So anyone on the Internet could send an arbitrary request to the CDN edge server, and the CDN would forward that request to one of the origin servers.

Obviously, this vulnerability could be exploited to perform a DoS attack.

Figure 4.1.2. : Here is an example of how not to configure filtering of incoming requests.

✅ Solution:

To resolve this issue, the CDN security subsystem was configured to use global tokenization approach.

This means that the CDN should only forward requests to origin servers if they contain a valid token as one of the parameters in an URI query string. If there is no security token in the HTTP request, or the token is invalid (e.g., expired), the CDN edge server should respond to the client with a Forbidden error (HTTP status code 403).
🐝 Actually, this should have been done from the very beginning (by default)!

After applying this fix, quality of the CDN services was restored to acceptable level.

4.2. Troubles in TCP Communication between NGINX and WOWZA

✨ Probably the most interesting part in this article.

4.2.0. Transmission Control Protocol (notes)

I assume the reader has at least a basic understanding of the TCP protocol.
Here are the links to the protocol specification:

RFC 9293
RFC 793 (obsolete)

TCP Header Format
State Machine Overview
User/TCP Interface

Here is a list of control bits (also known as flags) that are mentioned in this note:
ACK - Acknowledgment field is significant.
PSH - Push function (TCP packet contains payload).
RST - Reset the connection.
FIN - No more data from sender.

4.2.1. NGINX Violates HTTP Specification

During this research, I discovered another mechanism that causes spurious failover events caused by a TCP connection error.

The vast majority of TCP connections that the NGINX server opens to communicate with the WOWZA server are closed by the WOWZA server after the NGINX server stops sending packets over the open TCP connection (as described in section 3.3.2.). To close an unused TCP connection, the WOWZA server sends a TCP packet containing the FIN flag to the NGINX server after a 9 second timeout.

Normally, the NGINX server responds with a packet containing ACK and FIN flags, thereby acknowledging the FIN packet from the WOWZA server, and closing connections on its side.

However, in some rare cases, the NGINX server responds in very unusual way. It sends a packet that contains an ACK flag, acknowledging the FIN packet from the WOWZA server, and also a PSH flag, which means that this packet contains an HTTP request as a payload.

At this point, the logical collision arises in communication! (!)

On the one hand, the WOWZA server has already informed the NGINX server that there will be no more data from sender over current TCP connection.

On the other hand, the WOWZA server must respond to the HTTP request from the NGINX server over this TCP connection.

Apparently, in the event of such collisions, the WOWZA server must terminate the current TCP connection immediately and send a TCP packet containing the RST flag to the NGINX server, thereby informing the other side that the TCP connection that was used does not exist. In fact, that is exactly what happens.
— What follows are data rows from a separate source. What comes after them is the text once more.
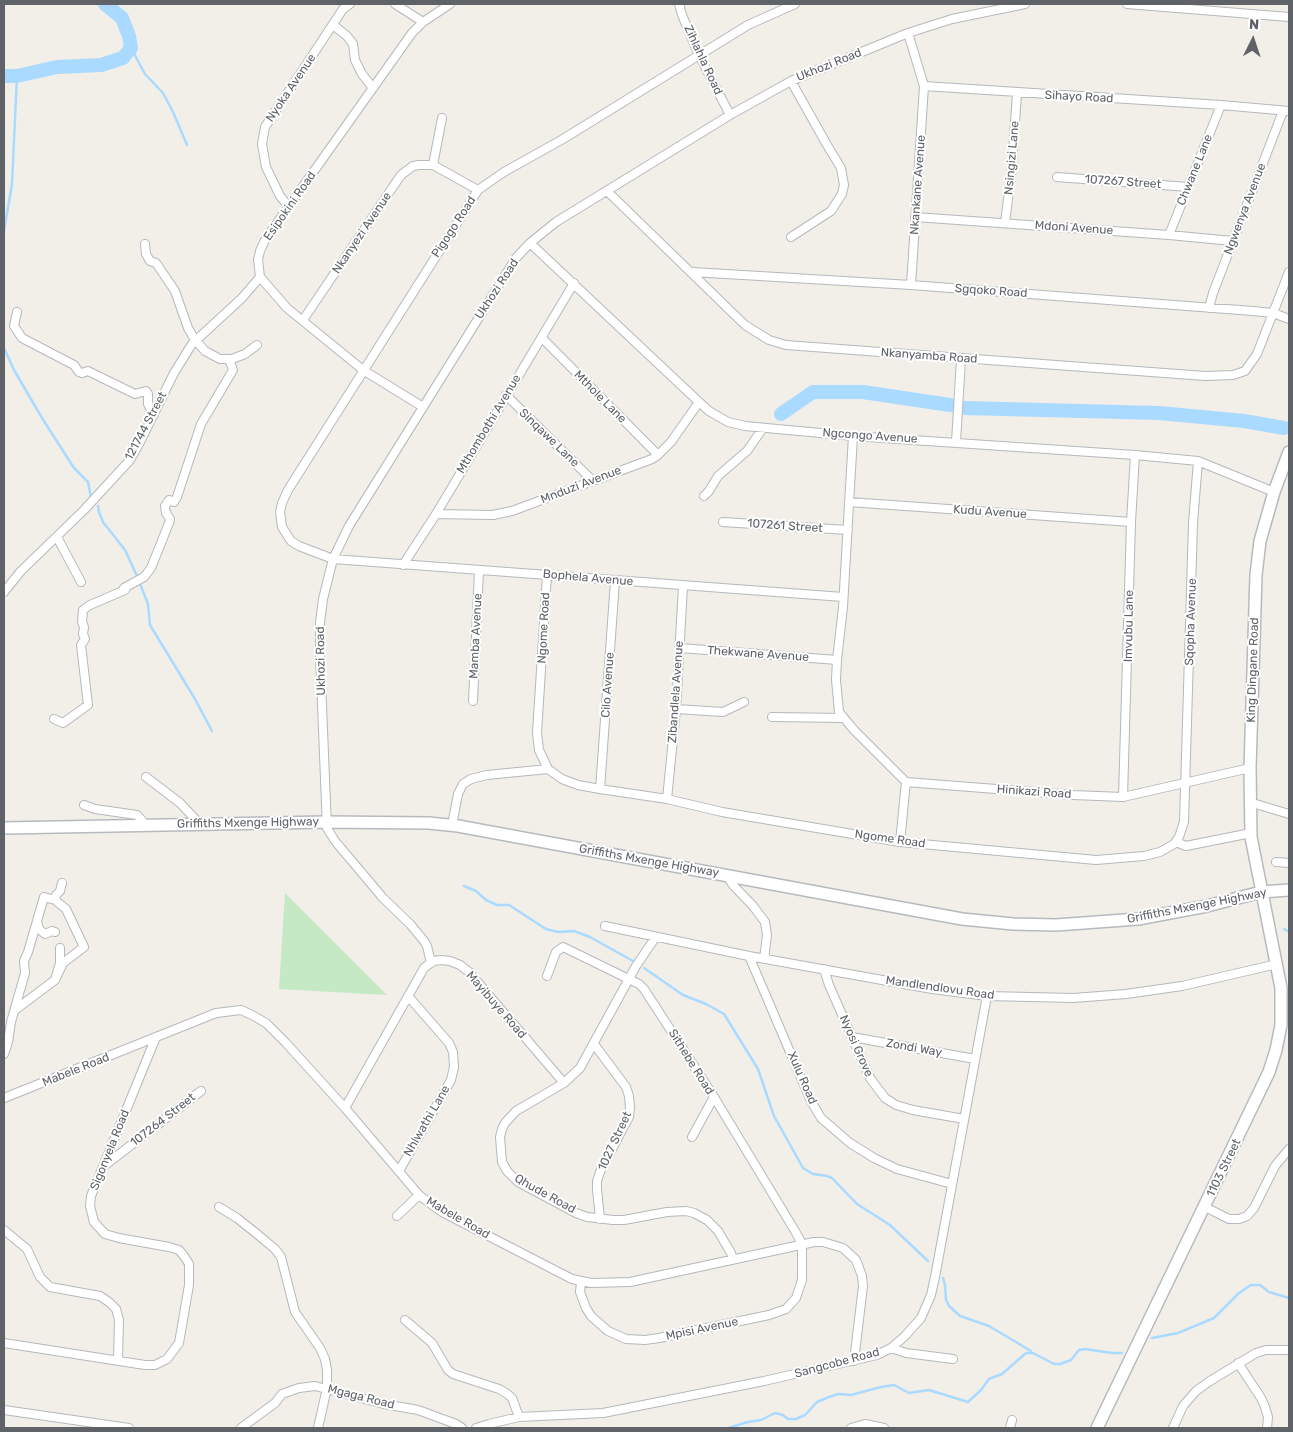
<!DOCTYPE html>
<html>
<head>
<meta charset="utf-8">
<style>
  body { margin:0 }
  #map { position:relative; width:1293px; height:1432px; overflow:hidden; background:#f1efe8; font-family:Rubik,sans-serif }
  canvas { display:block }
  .frame { position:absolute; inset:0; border:5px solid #5f6368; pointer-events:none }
  .north { position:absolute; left:1228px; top:15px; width:50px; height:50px; -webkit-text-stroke:4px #fff; paint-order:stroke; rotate:4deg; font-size:14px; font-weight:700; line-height:20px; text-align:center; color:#5f6368 }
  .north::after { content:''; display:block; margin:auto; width:18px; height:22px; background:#5f6368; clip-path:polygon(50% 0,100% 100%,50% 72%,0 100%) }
</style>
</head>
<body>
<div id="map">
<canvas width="1293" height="1432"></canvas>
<div class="frame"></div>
<div class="north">N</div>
</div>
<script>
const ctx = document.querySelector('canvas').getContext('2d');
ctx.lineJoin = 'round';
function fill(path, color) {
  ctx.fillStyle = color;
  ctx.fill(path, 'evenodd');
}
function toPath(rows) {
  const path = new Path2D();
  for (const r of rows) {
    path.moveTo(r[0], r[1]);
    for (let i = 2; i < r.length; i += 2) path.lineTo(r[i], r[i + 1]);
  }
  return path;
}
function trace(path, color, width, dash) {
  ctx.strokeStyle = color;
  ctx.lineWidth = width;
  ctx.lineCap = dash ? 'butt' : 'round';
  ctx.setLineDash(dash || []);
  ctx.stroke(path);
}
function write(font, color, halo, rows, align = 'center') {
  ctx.font = font + ' Rubik,sans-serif';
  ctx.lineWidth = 4;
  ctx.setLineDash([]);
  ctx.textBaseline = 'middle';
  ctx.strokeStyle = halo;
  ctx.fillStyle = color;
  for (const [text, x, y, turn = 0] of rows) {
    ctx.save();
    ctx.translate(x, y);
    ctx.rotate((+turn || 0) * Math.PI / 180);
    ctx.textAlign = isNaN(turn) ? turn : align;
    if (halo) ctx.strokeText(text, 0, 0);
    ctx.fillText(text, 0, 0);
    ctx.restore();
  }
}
const green = toPath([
  [285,893,387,995,279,989]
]);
const stream = toPath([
  [131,48,145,74,163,93,173,112,187,145],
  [4,231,12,184,17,76],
  [4,348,14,370,42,418,74,468,88,482,91,498],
  [98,506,99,512,103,522,125,550,137,576,148,604,150,625,195,699,212,731],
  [464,886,476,891,486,900,497,905,509,905,546,929,558,932,574,931,590,937,633,961],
  [1284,929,1289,932],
  [644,968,683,995,706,1004,724,1014,758,1069,774,1116,803,1168,813,1174,827,1176,832,1178,857,1204,890,1225,928,1261],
  [943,1278,945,1285,946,1300,949,1306,960,1316,989,1326,1031,1351],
  [1152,1338,1178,1333,1214,1318,1239,1293,1251,1285,1260,1285,1269,1292,1289,1298],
  [728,1428,748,1422,761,1420,775,1413,783,1415,788,1419,796,1419,805,1415,817,1402,829,1397,838,1394,851,1395,881,1387,894,1385,909,1393,929,1390,968,1402,981,1390,989,1379,1002,1374,1026,1353,1033,1353,1054,1364,1060,1364,1071,1360,1079,1350,1085,1349,1112,1353,1122,1353]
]);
const river = toPath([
  [4,76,17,76,57,67,101,65,123,58,131,48,129,36,122,18,105,4],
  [965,408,1159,413,1244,421,1284,428],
  [781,414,813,392,863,392,950,405]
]);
const street = toPath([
  [395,4,423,22],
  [679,4,682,15,699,55,730,115],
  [795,4,748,25,563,139,504,172,478,190,288,490,282,503,280,512,282,527,291,541,299,546,333,559,843,597],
  [1127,4,1289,17],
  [333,25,347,36,353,44,355,60,362,74,373,88],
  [908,33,924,86,1221,105,1289,111],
  [433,165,442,118],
  [1057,177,1188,187],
  [607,191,745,325,769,340,786,345,1205,376,1233,375,1245,371,1257,354,1289,272],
  [289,207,280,196,266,167,262,144,265,127,343,9,350,4],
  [915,217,1169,235,1233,241],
  [1005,223,1012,167,1017,93],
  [1169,235,1221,105],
  [791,237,831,211,842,194,844,185,841,168,827,145,791,81],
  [530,243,699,402,709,411,728,422,745,426,853,436,1135,455,1198,461,1274,492],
  [145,244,146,254,150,261,156,263,175,291,188,328,195,340,205,351,220,359,232,359,245,354,257,345],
  [692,272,911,285,1253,311,1273,313,1289,319],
  [911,285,924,86],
  [1209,308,1213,293,1283,111],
  [17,312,14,326,22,338,74,365,79,372,82,373,88,371,135,394,146,391,148,394,148,404,154,415],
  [303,320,401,175,413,166,419,165,433,165,478,190],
  [542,338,658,455],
  [506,395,593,481],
  [423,407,363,370,287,308,260,277,258,260,260,251,265,240,412,33,423,22,450,4],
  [853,436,843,607,837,660,836,680,839,712,854,730,906,782,1073,795,1123,797,1250,768],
  [956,442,961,359],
  [704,496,709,491,718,476,747,451,763,428],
  [849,502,1131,522],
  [436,514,493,515,512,511,652,459,658,455,671,442,699,402],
  [723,522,848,530],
  [57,537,81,582],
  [403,565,436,514,574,283],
  [547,575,537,733,539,750,548,769,562,779,578,785,600,789,667,799,722,812,900,842,1096,860,1144,856,1160,852,1174,844,1179,837,1184,822,1193,523,1198,461],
  [4,592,21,571,84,510,130,460,139,444,174,373,192,344,242,298,260,277],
  [680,648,837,660],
  [473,701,479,571],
  [676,709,723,712,744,702],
  [772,717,843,718],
  [54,719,63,723,88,705,81,645,85,639,83,634,84,627,82,622,83,610,90,605,125,590,124,588,144,577,151,568,169,523,170,519,166,513,165,506,169,500,174,502,177,497,201,424,233,370,229,359],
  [146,777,180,803,200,824],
  [600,789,615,581],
  [1123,797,1131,522,1135,455],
  [667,799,676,709,683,586],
  [1249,802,1289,814],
  [84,805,95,809,137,815,146,825],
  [452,825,458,794,463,784,471,779,487,775,548,769],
  [900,842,906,782],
  [1176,842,1186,846,1251,833],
  [1276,862,1289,863],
  [727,876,733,885,753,906,765,922,767,935,764,959],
  [55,900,66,909,84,947,63,963,55,980,60,963,60,948],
  [37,921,39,929,45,934,52,931,55,932],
  [605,926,749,956,932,989,987,996,1073,998,1126,994,1182,986,1277,964],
  [655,938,636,966,580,1068,564,1083,516,1111,505,1123,502,1129,500,1137,502,1162,507,1171,518,1182,576,1213,587,1217,613,1220,624,1220,667,1212,686,1211,694,1213,707,1220,718,1231,731,1253,733,1260],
  [749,956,811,1101,821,1118,850,1143,874,1158,897,1169,952,1184],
  [431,963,427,946,424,941,410,924,383,898,335,841,327,828,320,656,320,623,323,599,333,559,349,526,516,258,530,243,556,222,730,115,791,81,908,33,952,19,1025,4],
  [824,969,829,985,870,1078,885,1098,896,1105,913,1110,964,1119],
  [547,976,556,952,563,947,639,984,644,989,714,1097,795,1231,802,1244,802,1280,796,1298,786,1309,769,1315,659,1338,645,1340,626,1339,608,1331,591,1316,586,1308,580,1292,581,1282],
  [15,1010,55,980],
  [852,1037,975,1059],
  [594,1044,626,1087,629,1096,630,1107,629,1117,623,1128,600,1172,597,1181,597,1189,600,1219],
  [4,1054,8,1042,11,1022,25,973,24,961,28,952,44,897,55,900,56,895,60,891,62,883],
  [4,1098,216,1013,241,1010,252,1015,266,1023,286,1043,345,1108,419,1195,442,1212,572,1279,591,1283,630,1282,814,1242,823,1242,843,1248,856,1260,862,1276,863,1286,854,1361],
  [345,1108,424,968,433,961,441,960,450,961,460,965,469,972,564,1083],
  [692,1137,714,1097],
  [104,1166,201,1091],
  [399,1171,451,1080,454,1067,453,1052,449,1043,408,996],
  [219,1207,237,1218,257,1234,275,1249,281,1257,295,1312,320,1348,325,1359,327,1370,327,1388,318,1428],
  [1205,1207,1229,1219,1239,1219,1247,1216,1254,1208,1275,1166,1289,1149],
  [397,1216,419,1195],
  [4,1230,27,1249,40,1277,50,1287,100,1296,109,1302,116,1309,119,1320,118,1360],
  [405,1320,432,1343,448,1370,453,1374,499,1389,506,1393,512,1398,519,1417],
  [4,1343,145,1365,155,1365,167,1359,179,1343,189,1285,189,1264,184,1256,179,1250,169,1247,119,1238,105,1234,94,1222,90,1206,91,1196,156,1037],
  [891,1348,906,1353,953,1359],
  [1238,1363,1261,1398,1265,1407,1268,1417,1267,1428],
  [4,1410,129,1428],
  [241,1428,275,1403,282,1394,299,1388,315,1386,384,1404,418,1410,456,1424,462,1428],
  [476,1428,489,1424,519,1417,603,1413,764,1381,877,1355,891,1348,904,1337,921,1318,931,1295,935,1277,987,996],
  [851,1428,865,1424,884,1428],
  [1010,1428,1012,1420],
  [1173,1428,1183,1406,1196,1391,1210,1381,1256,1353,1266,1350,1289,1350]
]);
const secondary = toPath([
  [4,828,326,822,429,823,458,826,962,919,1013,924,1056,925,1138,919,1207,906,1261,892,1289,890],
  [1097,1428,1269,1072,1276,1050,1281,1025,1281,988,1251,837,1250,768,1256,575,1260,541,1274,492,1289,452]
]);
const streetNames = [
  ["Zihlahla Road",703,60,65],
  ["Ukhozi Road",829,65,-22],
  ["Nyoka Avenue",291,88,-56],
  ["Sihayo Road",1079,97,3],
  ["Nsingizi Lane",1012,158,-85],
  ["Chwane Lane",1195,170,-68],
  ["107267 Street",1123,182,4],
  ["Nkankane Avenue",918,185,-86],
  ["Esipokini Road",290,206,-55],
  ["Ngwenya Avenue",1245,209,-69],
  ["Pigogo Road",454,227,-57],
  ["Mdoni Avenue",1074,228,4],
  ["Nkanyezi Avenue",362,233,-56],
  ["Ukhozi Road",497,289,-57],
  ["Sgqoko Road",991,291,4],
  ["Nkanyamba Road",929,356,4],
  ["Mthole Lane",600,397,45],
  ["Mthombothi Avenue",489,424,-59],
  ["121744 Street",146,426,-62],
  ["Ngcongo Avenue",870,436,4],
  ["Sinqawe Lane",549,438,44],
  ["Mnduzi Avenue",581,485,-21],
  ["Kudu Avenue",990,512,4],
  ["107261 Street",785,526,4],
  ["Bophela Avenue",588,578,5],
  ["Sqopha Avenue",1191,622,-88],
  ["Imvubu Lane",1129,626,-89],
  ["Ngome Road",544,628,-87],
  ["Mamba Avenue",476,636,-87],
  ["Thekwane Avenue",758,654,4],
  ["Ukhozi Road",321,661,-91],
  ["King Dingane Road",1253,670,-88],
  ["Cilo Avenue",608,685,-86],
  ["Zibandlela Avenue",676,692,-86],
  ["Hinikazi Road",1034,792,4],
  ["Griffiths Mxenge Highway",248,823,-1],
  ["Ngome Road",890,839,8],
  ["Griffiths Mxenge Highway",649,861,10],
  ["Griffiths Mxenge Highway",1197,906,-11],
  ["Mandlendlovu Road",940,988,8],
  ["Mayibuye Road",496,1005,49],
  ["Nyosi Grove",856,1046,66],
  ["Zondi Way",914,1048,10],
  ["Sithebe Road",691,1062,58],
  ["Mabele Road",76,1070,-22],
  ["Xulu Road",802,1078,66],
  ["107264 Street",163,1120,-38],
  ["Nhlwathi Lane",427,1121,-60],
  ["1027 Street",615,1141,-65],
  ["Sigonyela Road",110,1150,-68],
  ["1103 Street",1224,1168,-64],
  ["Qhude Road",545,1194,29],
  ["Mabele Road",458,1218,30],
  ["Mpisi Avenue",702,1329,-12],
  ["Sangcobe Road",837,1363,-15],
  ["Mgaga Road",361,1397,14]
];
fill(green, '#c5e8c5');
trace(stream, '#aadaff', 2.5);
trace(river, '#aadaff', 14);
trace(street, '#b5b8bc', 10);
trace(secondary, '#b6babf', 14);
trace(street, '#fff', 8);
trace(secondary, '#fff', 11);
write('12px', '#5f6368', '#fff', streetNames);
</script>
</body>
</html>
🚩 Another reason for false failover:

The reset of the TCP connection by the origin server is a trigger for the CDN failover to the backup origin server (TCP connection error). It should be emphasized that this is quite logical and correct, since a reset of the TCP connection usually indicates a problem in the network.

Figure 4.2.1. : Here is an example of how not to send HTTP requests.

Technically, this behavior of NGINX servers does not violate the TCP protocol specification.

RFC-9293 states as follows:

CLOSE is an operation meaning "I have no more data to send." The notion of closing a full-duplex connection is subject to ambiguous interpretation, of course, since it may not be obvious how to treat the receiving side of the connection. We have chosen to treat CLOSE in a simplex fashion. The user who CLOSEs may continue to RECEIVE until the TCP receiver is told that the remote peer has CLOSED also.
...
Users must keep reading connections they close for sending until the TCP implementation indicates there is no more data.

However, the HTTP protocol specification seems to be violated (!) since the request/response exchange MUST be done within the same TCP connection.
🐒 If, of course, I interpret the documentation correctly.

RFC-2616 states as follows:

HTTP only presumes a reliable transport; any protocol that provides such guarantees can be used; the mapping of the HTTP/1.1 request and response structures onto the transport data units of the protocol in question is outside the scope of this specification. In HTTP/1.0, most implementations used a new connection for each request/response exchange. In HTTP/1.1, a connection may be used for one or more request/response exchanges, although connections may be closed for a variety of reasons.

Thus, NGINX servers sometimes provoke TCP errors themselves.
🐞 From my point, this behavior is completely wrong.

Unfortunately, this issue cannot be resolved without correcting the NGINX server code.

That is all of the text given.